(Beginning of RECORDS SUPPLIED)

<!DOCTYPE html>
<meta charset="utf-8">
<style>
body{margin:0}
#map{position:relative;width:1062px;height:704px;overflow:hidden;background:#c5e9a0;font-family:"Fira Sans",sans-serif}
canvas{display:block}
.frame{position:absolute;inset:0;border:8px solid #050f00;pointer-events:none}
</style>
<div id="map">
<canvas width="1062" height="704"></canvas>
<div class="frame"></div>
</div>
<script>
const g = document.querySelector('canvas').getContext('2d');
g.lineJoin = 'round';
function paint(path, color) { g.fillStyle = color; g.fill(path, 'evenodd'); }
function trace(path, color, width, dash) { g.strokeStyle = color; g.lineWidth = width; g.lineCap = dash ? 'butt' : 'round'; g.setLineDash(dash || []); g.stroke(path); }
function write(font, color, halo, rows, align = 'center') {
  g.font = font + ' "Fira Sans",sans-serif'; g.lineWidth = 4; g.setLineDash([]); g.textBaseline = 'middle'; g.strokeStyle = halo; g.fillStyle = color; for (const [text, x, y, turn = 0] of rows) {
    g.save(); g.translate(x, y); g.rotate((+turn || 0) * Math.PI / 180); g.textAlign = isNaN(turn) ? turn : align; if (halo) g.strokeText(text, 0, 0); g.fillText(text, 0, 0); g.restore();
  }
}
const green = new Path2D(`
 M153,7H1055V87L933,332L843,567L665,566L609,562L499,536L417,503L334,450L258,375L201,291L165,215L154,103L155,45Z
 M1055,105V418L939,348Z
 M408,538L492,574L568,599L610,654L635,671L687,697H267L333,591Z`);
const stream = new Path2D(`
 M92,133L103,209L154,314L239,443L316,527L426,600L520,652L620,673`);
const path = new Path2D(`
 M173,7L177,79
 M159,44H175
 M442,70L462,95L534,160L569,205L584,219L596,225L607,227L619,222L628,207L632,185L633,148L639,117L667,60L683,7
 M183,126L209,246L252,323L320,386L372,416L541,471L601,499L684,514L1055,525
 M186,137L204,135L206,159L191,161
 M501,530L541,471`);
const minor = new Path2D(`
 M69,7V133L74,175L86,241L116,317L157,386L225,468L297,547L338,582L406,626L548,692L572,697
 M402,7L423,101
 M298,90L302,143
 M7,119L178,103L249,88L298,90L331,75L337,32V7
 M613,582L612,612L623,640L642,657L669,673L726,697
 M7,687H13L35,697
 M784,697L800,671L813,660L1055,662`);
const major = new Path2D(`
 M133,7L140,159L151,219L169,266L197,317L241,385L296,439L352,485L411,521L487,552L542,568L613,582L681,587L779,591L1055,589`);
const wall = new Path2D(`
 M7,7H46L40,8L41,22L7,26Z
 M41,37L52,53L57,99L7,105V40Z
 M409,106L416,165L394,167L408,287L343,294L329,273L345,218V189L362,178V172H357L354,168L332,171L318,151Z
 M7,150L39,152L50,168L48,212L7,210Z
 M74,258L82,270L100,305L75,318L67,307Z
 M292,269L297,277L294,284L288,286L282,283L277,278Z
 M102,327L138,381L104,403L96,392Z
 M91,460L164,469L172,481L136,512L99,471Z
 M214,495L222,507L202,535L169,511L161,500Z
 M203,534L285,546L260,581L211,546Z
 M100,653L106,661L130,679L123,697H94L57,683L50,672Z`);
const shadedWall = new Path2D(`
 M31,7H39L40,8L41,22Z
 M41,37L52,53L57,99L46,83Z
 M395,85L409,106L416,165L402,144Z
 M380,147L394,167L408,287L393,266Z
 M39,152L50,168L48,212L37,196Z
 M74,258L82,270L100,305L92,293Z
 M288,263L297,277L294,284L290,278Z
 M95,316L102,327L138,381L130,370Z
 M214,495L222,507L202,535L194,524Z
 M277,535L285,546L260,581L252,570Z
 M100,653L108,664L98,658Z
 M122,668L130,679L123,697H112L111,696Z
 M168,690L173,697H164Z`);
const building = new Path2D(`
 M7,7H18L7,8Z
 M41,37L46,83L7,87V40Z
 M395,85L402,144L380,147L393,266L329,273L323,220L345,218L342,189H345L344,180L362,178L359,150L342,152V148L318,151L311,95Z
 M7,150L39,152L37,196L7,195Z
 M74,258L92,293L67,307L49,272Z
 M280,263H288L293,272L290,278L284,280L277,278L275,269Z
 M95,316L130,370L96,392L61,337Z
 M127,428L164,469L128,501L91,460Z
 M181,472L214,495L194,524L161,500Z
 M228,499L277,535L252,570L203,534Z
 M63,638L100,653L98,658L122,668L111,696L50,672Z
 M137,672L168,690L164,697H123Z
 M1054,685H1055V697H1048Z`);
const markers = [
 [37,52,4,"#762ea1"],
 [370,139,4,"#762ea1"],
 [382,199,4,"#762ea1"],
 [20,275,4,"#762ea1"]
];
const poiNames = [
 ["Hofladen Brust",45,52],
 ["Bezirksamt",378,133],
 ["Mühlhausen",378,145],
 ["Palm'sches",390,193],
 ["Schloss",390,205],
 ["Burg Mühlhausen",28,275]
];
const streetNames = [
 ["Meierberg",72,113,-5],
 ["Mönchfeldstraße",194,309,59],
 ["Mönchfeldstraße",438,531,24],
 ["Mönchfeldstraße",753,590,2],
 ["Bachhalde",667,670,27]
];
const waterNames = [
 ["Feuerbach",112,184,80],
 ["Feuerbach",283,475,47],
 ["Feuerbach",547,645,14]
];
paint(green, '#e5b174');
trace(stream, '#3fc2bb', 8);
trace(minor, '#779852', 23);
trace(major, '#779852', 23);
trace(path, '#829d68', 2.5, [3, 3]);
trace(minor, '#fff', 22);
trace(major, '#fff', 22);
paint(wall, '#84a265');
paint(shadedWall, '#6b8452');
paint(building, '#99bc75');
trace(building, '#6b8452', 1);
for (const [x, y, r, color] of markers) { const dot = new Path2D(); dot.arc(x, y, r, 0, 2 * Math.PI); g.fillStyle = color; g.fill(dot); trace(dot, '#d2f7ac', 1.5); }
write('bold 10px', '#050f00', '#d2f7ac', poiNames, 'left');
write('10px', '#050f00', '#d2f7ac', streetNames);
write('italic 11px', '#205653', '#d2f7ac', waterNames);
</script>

(End of RECORDS SUPPLIED)

EXERCISE. Exactly the lines running from the top of the records to the line that contains "g.lineJoin = 'round';", inclusive, must be set down, and nothing more.

RESULT FOR THIS EXERCISE.
<!DOCTYPE html>
<meta charset="utf-8">
<style>
body{margin:0}
#map{position:relative;width:1062px;height:704px;overflow:hidden;background:#c5e9a0;font-family:"Fira Sans",sans-serif}
canvas{display:block}
.frame{position:absolute;inset:0;border:8px solid #050f00;pointer-events:none}
</style>
<div id="map">
<canvas width="1062" height="704"></canvas>
<div class="frame"></div>
</div>
<script>
const g = document.querySelector('canvas').getContext('2d');
g.lineJoin = 'round';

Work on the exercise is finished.